INSTRUCTIONS TO FOLLOW: Begin at the top of the following data. Copy each line exactly until you have copied the line containing "filter:drop-shadow(2px 0 #9aadac)".

══ RECORDS PROVIDED

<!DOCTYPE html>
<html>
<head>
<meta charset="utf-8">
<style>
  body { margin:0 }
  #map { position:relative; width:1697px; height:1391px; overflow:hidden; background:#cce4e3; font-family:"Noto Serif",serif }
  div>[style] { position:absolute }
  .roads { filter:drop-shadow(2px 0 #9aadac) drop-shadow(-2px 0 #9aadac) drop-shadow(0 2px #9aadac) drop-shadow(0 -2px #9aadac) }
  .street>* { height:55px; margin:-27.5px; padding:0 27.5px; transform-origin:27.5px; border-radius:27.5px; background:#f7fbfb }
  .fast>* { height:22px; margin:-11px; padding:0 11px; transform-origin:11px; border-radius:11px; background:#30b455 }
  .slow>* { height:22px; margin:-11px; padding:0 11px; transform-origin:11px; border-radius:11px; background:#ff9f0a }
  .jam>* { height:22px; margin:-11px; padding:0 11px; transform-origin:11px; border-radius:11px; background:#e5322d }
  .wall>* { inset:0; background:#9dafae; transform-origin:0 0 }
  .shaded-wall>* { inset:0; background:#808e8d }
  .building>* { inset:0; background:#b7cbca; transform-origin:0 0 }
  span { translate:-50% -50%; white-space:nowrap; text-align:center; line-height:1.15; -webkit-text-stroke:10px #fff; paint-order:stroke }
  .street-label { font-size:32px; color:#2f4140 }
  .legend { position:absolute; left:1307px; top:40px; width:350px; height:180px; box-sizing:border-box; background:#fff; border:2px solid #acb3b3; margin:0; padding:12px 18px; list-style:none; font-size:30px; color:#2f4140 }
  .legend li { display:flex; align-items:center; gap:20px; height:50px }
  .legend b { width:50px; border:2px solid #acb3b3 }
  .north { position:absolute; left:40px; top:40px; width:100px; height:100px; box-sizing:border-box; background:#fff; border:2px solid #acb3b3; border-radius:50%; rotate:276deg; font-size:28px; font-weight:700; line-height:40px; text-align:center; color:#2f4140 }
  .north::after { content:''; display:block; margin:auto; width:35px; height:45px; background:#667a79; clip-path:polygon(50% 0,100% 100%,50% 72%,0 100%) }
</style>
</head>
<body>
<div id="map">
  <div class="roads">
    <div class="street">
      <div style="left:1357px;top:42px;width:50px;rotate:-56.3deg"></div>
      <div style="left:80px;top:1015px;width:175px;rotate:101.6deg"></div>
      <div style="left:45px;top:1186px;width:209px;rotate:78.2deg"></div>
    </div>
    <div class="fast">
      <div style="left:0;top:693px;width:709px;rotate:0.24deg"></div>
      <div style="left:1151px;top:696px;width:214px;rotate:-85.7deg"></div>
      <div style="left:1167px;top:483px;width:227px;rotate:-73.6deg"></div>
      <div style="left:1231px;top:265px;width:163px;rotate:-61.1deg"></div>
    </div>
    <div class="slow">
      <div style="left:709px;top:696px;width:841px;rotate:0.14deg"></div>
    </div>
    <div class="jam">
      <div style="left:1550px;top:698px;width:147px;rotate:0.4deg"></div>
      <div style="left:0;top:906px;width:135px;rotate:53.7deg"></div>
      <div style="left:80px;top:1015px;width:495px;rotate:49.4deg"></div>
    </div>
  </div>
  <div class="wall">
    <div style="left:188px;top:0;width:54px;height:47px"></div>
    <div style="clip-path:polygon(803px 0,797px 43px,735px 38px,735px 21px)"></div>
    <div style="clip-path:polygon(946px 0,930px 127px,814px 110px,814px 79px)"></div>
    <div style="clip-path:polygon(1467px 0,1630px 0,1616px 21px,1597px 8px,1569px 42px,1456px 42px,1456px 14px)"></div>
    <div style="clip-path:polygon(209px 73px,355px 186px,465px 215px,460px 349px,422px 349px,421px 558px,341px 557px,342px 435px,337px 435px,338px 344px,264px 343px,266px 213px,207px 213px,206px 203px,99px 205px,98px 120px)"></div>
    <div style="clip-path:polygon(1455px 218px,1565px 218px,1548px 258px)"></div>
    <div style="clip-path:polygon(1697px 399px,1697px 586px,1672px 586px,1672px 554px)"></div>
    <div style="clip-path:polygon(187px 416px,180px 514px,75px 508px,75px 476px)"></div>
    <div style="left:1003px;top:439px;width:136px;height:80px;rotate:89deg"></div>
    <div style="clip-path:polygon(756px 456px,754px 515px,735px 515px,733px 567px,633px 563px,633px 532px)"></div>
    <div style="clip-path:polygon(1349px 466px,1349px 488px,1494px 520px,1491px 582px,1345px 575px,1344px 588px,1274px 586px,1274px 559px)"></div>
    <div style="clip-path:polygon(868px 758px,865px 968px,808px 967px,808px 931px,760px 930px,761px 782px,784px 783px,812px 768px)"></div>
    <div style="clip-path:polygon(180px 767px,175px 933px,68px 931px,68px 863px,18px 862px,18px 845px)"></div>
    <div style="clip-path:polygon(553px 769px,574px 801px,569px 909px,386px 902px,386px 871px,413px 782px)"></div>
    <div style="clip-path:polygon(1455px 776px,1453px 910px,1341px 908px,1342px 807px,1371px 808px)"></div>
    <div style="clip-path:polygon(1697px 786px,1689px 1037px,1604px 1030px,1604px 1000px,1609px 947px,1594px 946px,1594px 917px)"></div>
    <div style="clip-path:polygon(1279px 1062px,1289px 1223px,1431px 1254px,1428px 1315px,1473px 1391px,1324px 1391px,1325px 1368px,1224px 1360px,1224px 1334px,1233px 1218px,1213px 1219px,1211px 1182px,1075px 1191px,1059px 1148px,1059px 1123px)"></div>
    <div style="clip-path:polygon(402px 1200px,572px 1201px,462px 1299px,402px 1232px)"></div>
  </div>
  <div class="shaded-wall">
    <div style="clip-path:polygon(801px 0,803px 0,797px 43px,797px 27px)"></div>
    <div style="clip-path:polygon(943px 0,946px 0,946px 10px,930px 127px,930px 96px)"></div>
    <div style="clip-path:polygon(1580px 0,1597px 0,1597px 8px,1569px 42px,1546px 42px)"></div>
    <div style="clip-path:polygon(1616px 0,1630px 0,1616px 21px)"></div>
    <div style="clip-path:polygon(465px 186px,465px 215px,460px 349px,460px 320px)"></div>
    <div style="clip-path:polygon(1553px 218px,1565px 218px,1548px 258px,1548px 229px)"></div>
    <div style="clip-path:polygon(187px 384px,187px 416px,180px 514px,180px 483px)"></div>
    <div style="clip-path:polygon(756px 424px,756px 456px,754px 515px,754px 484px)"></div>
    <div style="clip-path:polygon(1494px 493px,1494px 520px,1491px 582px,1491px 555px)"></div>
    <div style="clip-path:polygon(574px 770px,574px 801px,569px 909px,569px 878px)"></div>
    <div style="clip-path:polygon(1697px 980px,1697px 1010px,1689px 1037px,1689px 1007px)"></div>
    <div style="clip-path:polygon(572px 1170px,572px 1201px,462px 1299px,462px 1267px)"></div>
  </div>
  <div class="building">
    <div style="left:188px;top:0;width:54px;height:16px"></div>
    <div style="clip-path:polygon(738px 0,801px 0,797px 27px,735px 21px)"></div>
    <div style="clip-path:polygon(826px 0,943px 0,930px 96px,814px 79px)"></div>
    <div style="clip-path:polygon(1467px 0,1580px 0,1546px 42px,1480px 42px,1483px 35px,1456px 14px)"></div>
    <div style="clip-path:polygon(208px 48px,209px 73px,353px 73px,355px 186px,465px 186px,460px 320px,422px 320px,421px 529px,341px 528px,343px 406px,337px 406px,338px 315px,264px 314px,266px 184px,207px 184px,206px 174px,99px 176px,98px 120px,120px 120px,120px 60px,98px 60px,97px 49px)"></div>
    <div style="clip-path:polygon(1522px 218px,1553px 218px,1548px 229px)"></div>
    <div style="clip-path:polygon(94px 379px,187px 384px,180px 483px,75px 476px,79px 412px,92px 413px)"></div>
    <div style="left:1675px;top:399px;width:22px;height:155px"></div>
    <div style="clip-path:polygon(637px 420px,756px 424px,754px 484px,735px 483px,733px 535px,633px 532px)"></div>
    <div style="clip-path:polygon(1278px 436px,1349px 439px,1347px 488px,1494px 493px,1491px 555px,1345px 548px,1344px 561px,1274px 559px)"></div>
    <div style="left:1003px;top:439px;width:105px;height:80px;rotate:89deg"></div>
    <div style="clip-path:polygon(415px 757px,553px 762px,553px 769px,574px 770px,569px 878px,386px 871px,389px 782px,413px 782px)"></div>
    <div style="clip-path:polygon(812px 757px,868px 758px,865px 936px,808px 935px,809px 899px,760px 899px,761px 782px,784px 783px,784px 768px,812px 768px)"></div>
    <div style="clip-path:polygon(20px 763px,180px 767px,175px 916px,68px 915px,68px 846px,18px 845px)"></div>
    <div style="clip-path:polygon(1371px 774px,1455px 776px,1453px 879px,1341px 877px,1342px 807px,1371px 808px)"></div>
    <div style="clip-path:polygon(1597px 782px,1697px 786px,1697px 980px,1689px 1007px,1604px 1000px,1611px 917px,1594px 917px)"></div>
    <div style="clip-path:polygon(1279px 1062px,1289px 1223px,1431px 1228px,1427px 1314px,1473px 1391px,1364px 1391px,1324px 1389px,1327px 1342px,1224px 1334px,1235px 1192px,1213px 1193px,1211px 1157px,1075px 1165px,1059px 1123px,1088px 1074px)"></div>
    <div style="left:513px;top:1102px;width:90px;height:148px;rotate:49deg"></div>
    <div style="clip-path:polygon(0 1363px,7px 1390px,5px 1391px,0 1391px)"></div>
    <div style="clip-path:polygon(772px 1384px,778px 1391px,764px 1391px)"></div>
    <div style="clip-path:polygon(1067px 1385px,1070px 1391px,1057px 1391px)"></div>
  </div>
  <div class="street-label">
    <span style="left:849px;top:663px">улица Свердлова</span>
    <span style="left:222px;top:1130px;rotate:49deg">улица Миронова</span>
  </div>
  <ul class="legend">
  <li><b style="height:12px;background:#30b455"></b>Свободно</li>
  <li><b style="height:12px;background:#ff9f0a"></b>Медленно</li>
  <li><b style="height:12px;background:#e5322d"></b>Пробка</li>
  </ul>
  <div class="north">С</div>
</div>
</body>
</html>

════

RESPONSE TO THE TASK:
<!DOCTYPE html>
<html>
<head>
<meta charset="utf-8">
<style>
  body { margin:0 }
  #map { position:relative; width:1697px; height:1391px; overflow:hidden; background:#cce4e3; font-family:"Noto Serif",serif }
  div>[style] { position:absolute }
  .roads { filter:drop-shadow(2px 0 #9aadac) drop-shadow(-2px 0 #9aadac) drop-shadow(0 2px #9aadac) drop-shadow(0 -2px #9aadac) }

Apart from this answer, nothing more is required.